Passi leggeri: l’innovazione materiale per ridurre l’impatto ambientale delle calzature
Si stima che l’industria della calzatura, con la sua produzione di massa accompagnata da una progressiva riduzione della durata dei prodotti, sia responsabile dell’1,4% delle emissioni globali di GHG, corrispondenti a 700 milioni di tonnellate di CO2eq. Di queste, il 34% è imputabile ai materiali (fonte: Assomac), non solo quelli più tradizionali ma fortemente impattanti come i pellami, ma anche quelli a base petrolchimica, impiegati in particolare per le sneakers e per le scarpe sportive, tipologie in forte crescita.
Tuttavia, in un’epoca in cui la sostenibilità sta diventando una priorità globale, anche questo settore sta rispondendo con innovazione e creatività. Dai tessuti riciclati, alle alternative alla pelle, ai materiali a base vegetale, le calzature stanno subendo una trasformazione radicale che mira a ridurre l’impatto ambientale, mantenendo allo stesso tempo alti standard di qualità e design.
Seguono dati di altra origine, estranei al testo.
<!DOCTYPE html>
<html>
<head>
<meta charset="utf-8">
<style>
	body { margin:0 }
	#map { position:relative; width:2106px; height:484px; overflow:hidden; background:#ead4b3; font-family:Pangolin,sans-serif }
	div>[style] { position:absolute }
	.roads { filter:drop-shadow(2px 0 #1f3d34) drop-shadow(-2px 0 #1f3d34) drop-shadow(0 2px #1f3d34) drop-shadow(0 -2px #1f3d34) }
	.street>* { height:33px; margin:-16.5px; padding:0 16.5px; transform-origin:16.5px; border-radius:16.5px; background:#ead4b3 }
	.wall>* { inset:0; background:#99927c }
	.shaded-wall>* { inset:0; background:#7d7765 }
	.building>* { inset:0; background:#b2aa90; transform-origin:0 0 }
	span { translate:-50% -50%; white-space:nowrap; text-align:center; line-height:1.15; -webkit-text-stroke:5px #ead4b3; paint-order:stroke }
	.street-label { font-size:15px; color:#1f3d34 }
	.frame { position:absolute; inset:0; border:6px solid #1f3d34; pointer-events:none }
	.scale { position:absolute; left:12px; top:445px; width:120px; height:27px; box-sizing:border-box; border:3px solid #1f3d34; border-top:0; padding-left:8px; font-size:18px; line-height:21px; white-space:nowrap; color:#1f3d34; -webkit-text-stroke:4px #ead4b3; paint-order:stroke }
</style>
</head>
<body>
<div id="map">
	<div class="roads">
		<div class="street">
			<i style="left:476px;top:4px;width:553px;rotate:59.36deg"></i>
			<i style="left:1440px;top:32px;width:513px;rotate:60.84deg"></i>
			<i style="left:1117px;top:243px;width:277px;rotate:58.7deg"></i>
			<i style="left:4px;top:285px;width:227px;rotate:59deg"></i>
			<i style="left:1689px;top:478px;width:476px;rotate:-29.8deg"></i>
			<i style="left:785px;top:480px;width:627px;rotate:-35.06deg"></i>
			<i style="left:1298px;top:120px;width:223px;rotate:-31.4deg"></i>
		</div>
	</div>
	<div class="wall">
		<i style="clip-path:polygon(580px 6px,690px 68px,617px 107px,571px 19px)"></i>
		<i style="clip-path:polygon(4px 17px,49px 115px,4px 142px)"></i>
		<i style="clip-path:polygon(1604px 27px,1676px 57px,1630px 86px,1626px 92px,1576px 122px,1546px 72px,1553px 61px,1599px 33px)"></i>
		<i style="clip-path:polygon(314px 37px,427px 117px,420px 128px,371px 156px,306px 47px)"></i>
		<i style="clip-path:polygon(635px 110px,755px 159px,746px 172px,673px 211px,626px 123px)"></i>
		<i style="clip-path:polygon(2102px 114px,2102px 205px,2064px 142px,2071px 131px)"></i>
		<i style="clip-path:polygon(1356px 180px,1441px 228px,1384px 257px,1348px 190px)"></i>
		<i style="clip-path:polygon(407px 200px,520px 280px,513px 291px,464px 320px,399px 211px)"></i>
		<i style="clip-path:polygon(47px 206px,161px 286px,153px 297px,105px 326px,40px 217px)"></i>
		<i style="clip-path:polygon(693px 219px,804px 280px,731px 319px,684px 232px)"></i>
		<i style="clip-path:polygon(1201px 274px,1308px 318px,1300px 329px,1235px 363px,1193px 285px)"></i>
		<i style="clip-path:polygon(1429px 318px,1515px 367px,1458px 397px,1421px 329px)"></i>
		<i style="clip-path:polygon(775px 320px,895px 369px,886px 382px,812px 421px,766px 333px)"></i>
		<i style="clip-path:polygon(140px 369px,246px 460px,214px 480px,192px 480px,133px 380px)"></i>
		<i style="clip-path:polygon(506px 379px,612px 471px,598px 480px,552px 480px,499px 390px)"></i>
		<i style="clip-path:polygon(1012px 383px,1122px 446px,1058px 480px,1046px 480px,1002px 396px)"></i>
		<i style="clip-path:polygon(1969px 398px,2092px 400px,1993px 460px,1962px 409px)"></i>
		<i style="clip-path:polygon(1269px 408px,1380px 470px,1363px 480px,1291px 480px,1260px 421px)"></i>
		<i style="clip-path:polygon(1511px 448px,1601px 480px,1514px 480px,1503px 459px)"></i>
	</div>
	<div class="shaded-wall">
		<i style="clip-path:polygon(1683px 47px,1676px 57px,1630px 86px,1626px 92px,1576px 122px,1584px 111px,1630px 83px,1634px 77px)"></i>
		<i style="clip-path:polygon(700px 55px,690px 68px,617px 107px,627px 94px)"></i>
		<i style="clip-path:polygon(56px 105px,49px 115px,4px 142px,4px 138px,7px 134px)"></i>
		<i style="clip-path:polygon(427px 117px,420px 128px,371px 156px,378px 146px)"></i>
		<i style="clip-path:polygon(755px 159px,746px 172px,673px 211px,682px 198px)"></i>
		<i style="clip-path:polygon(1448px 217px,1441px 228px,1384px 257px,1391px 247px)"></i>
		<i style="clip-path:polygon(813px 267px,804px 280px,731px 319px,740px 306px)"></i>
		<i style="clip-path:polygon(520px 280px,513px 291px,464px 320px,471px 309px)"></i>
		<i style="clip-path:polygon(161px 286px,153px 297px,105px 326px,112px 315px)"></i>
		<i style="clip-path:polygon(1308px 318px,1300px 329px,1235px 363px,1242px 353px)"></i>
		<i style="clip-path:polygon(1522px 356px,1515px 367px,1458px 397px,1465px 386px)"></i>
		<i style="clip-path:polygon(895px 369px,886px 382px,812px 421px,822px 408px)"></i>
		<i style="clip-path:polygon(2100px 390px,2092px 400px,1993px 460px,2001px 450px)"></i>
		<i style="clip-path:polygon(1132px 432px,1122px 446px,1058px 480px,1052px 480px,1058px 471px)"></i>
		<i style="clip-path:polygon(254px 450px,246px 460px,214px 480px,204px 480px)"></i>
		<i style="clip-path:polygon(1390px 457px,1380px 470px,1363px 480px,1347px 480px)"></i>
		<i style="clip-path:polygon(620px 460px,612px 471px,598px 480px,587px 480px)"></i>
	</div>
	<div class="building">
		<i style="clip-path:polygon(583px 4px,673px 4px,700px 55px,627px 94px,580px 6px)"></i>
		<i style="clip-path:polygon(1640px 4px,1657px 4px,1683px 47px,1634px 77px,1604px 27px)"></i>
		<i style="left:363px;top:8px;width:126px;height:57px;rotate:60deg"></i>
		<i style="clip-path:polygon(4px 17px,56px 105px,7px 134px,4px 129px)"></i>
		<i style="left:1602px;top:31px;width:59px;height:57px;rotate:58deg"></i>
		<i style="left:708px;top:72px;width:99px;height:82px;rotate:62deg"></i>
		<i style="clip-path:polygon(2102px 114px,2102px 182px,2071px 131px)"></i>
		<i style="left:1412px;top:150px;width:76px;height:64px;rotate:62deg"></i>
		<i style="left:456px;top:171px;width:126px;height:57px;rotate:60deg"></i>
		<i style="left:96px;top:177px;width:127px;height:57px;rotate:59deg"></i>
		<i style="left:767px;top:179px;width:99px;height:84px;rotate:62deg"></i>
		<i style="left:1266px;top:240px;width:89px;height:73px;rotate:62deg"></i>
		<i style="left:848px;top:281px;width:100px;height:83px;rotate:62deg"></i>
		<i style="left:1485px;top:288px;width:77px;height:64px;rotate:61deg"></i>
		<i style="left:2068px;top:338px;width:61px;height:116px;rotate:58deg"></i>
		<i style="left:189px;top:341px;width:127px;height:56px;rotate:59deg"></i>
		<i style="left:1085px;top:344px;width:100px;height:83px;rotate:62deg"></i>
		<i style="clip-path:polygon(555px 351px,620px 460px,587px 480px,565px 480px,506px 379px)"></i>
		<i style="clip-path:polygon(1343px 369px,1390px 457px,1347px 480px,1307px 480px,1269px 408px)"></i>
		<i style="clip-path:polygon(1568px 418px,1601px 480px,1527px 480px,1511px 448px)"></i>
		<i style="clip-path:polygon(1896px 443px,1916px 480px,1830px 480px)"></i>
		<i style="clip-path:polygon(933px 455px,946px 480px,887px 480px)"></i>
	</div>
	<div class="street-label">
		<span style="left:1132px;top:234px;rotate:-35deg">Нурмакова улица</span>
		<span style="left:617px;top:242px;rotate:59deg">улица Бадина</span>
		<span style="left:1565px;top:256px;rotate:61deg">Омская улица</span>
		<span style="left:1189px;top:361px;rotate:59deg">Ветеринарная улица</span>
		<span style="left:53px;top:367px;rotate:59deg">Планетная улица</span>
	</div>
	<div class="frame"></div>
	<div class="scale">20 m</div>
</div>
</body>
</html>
Le strategie adottate possono essere diverse: molti brand utilizzano materiali alternativi alla pelle (quindi con un approccio che include anche il concetto di “cruelty-free”) parzialmente bio-based o riciclati. Questi materiali, applicati alla tomaia ma anche alla suola, spesso derivano da scarti agricoli o industriali, con un impatto ridotto in virtù della componente riciclata oppure del contenuto di carbonio da fonte rinnovabile; oppure sono prodotti attraverso processi di fermentazione a basso impatto energetico ed emissioni molto basse.
Altri puntano sulla biodegradabilità: l’americana Blueview, ad esempio, utilizza materiali a base vegetale testati per degradarsi in presenza di ossigeno (standard ASTM D5338) in 200 giorni. La suola è in schiuma poliuretanica biobased, mentre la tomaia è realizzata con un materiale tessile alternativo alla pelle ottenuto da filato di canapa ed eucalipto.
Anche Puma lavora da molti anni sulla biodegradabilità dei materiali. Già nel 2018 proponeva un progetto sperimentale, sviluppato in collaborazione con il MIT ed esposto da Material ConneXion Italia (ora Materially) durante la Design Week di Milano: la Breathing Shoe, una scarpa “biologicamente attiva” in cui la suola veniva “biodegradata” in apposite aree, creando un pattern traforato. Nel 2021, il concept RE:SUEDE, in pelle scamosciata conciata Zeology (una concia naturale a base di zeoliti) e suola in TPE e fibre di canapa, è stato testato con successo per il compostaggio industriale, con l’obiettivo di sviluppare un processo adatto a trattare articoli che necessitano di più tempo per trasformarsi in compost rispetto ai rifiuti organici standard.
A tutto ciò si affianca oggi il programma di riciclo del poliestere RE:FIBRE, sviluppato dal “Circular Lab” di PUMA, un hub di innovazione guidato dal team di innovazione e design di PUMA con l’obiettivo di creare strategie tangibili di circolarità dell’azienda.
Per venire incontro a queste nuove richieste da parte dell’industria calzaturiera, Materially sta lavorando ad un servizio, sviluppato nell’ambito del progetto Europeo SoTecIn Factory, per l’integrazione di dati sulla sostenibilità dei materiali nei software di progettazione del footwear, con l’obiettivo di introdurre i criteri di sostenibilità a partire dalla fase di design in un’ottica di misurabilità e trasparenza della catena produttiva. SoTecIn Factory è un progetto finanziato nell’ambito del programma Horizon Europe e a sua volta supporta iniziative di innovazione a elevato impatto sociale e ambientale.